Assigned task: Write out, word for word, every line from the one where "Localize all labels, symbols" occurs to the final line of the entries, and nothing beyond them.

::::

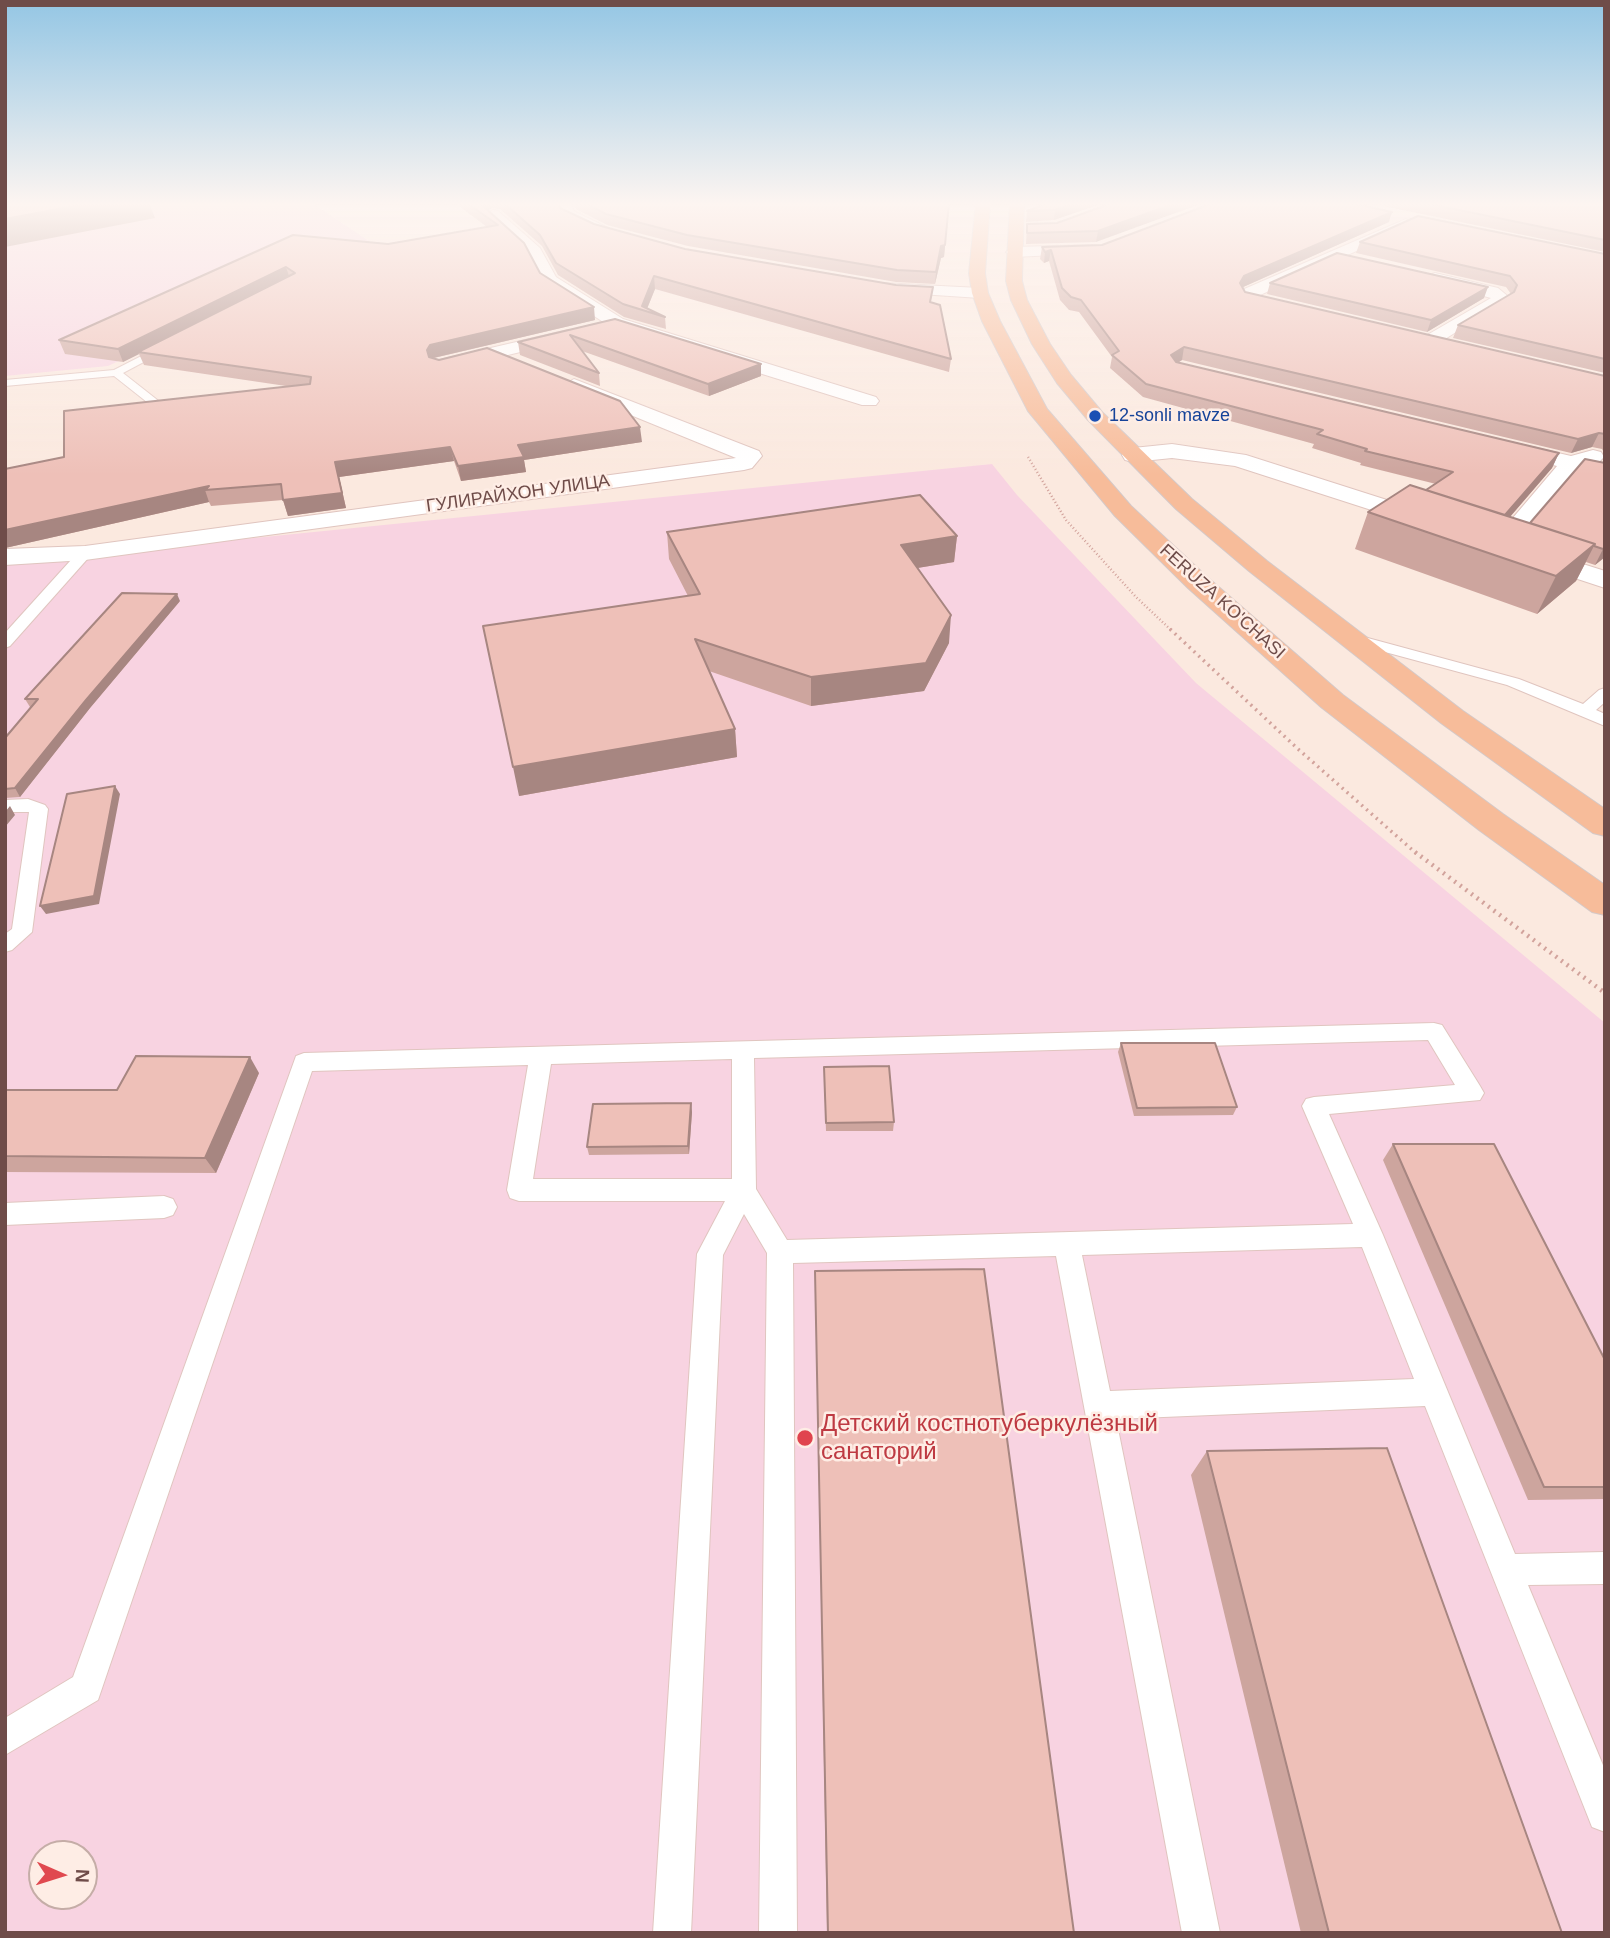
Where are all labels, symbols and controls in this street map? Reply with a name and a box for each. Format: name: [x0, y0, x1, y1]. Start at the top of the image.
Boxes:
place label: 12-sonli mavze: [1109, 405, 1230, 427]
marker: 12-sonli mavze: [1087, 408, 1103, 424]
street label: ГУЛИРАЙХОН УЛИЦА: [425, 470, 611, 518]
street label: FERUZA KO'CHASI: [1155, 540, 1289, 664]
place label: Детский костнотуберкулёзный санаторий: [821, 1410, 1158, 1466]
marker: Детский костнотуберкулёзный санаторий: [795, 1428, 815, 1448]
north arrow: [28, 1840, 98, 1910]
text: N: [72, 1869, 93, 1883]

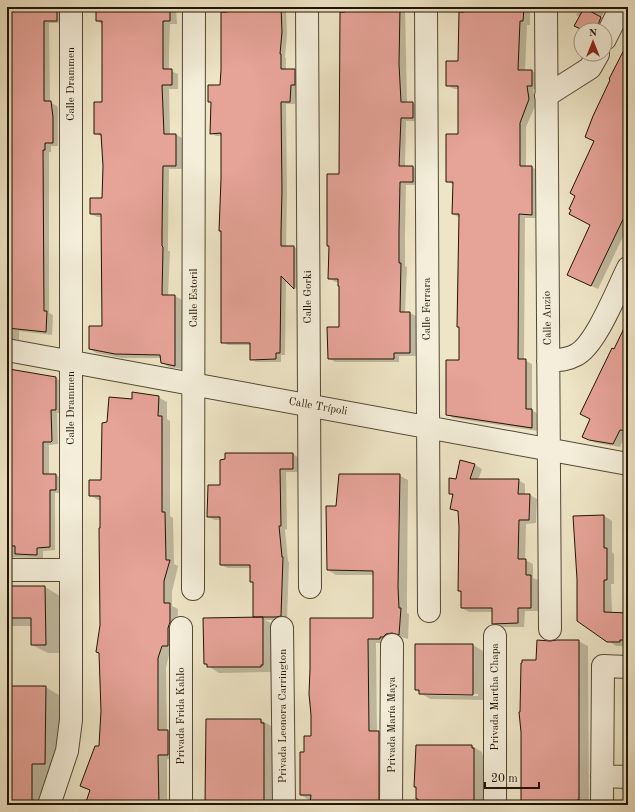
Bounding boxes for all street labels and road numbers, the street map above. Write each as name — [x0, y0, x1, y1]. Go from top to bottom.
street label: Calle Drammen — [66, 47, 77, 121]
street label: Calle Estoril — [189, 268, 200, 328]
street label: Calle Gorki — [303, 270, 314, 324]
street label: Calle Ferrara — [422, 277, 433, 341]
street label: Calle Anzio — [542, 291, 554, 345]
street label: Calle Drammen — [66, 371, 77, 445]
street label: Calle Trípoli — [288, 396, 348, 418]
street label: Privada Martha Chapa — [490, 643, 501, 751]
street label: Privada Leonora Carrington — [278, 649, 289, 783]
street label: Privada Frida Kahlo — [176, 667, 187, 765]
street label: Privada María Maya — [387, 676, 398, 773]

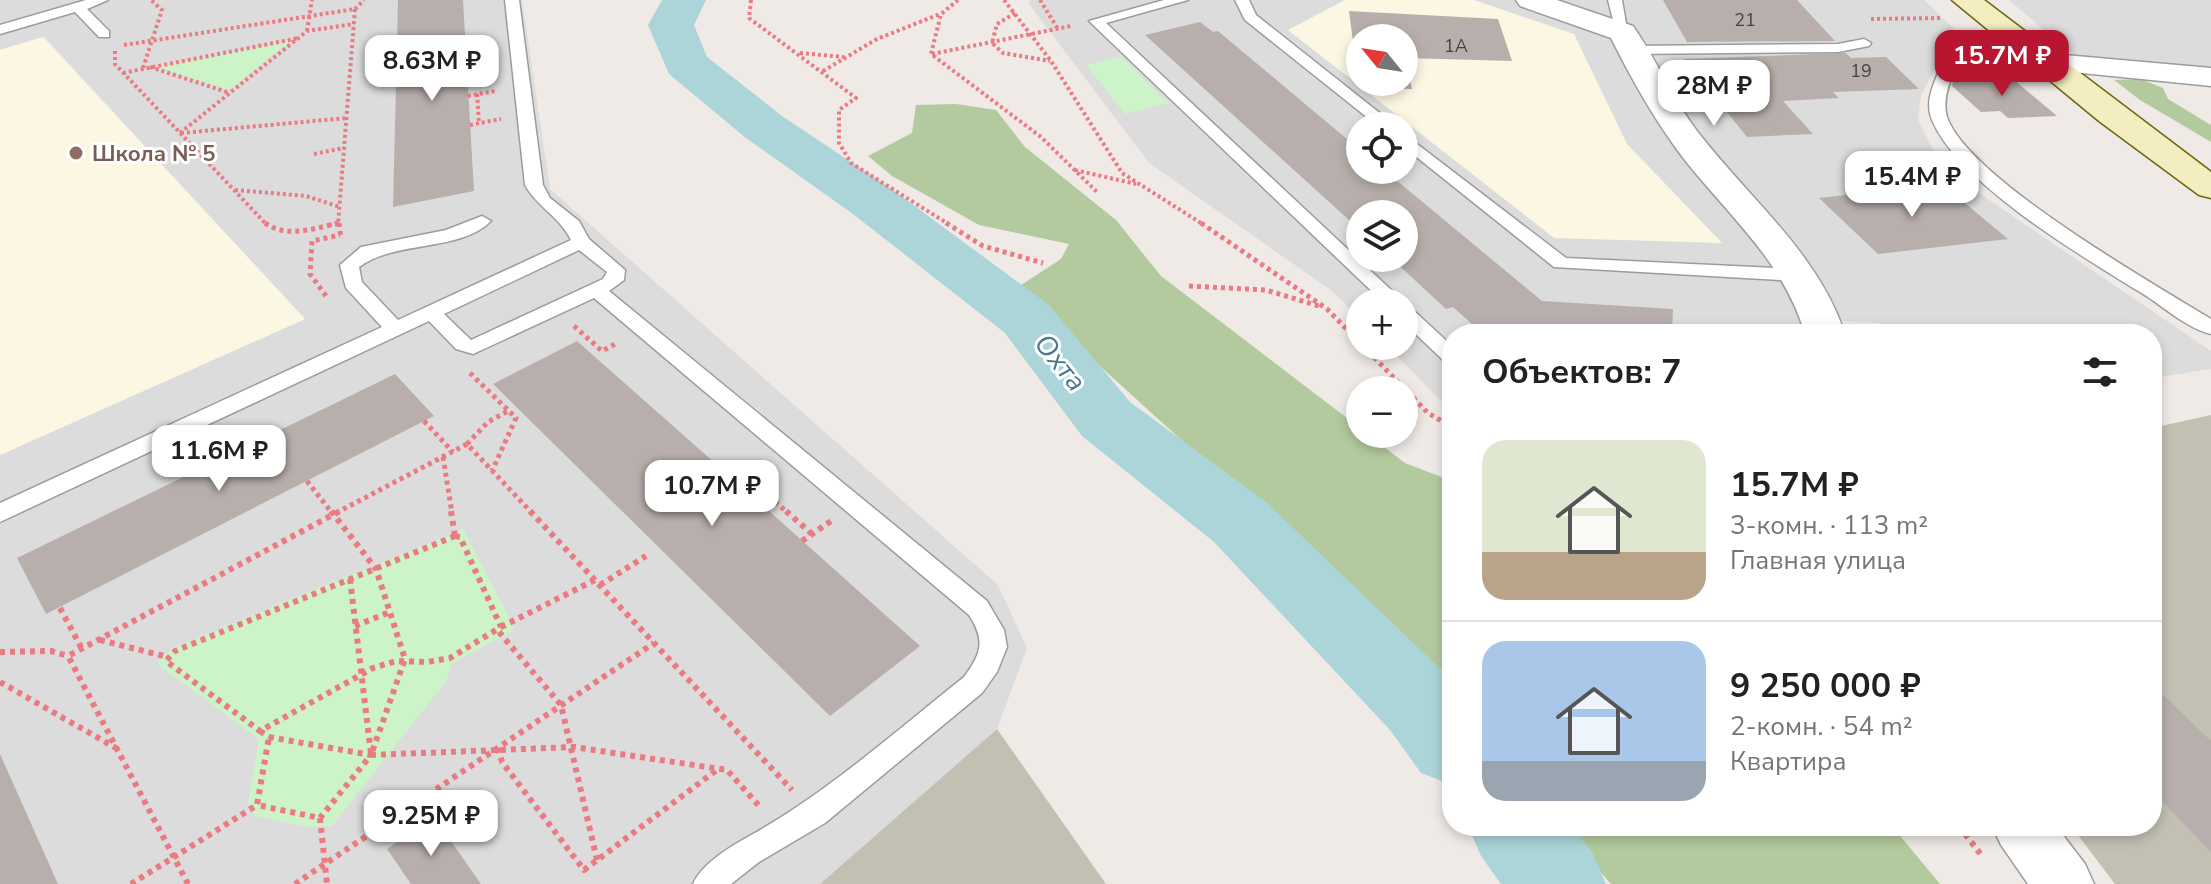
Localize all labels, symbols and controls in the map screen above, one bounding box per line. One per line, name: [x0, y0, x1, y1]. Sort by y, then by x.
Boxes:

::::

Solution to the problem:
Localize all labels, symbols and controls in the map screen above, one bounding box per line. One per line, name: [x0, y0, x1, y1]. Sort by y, then by x.
Boxes:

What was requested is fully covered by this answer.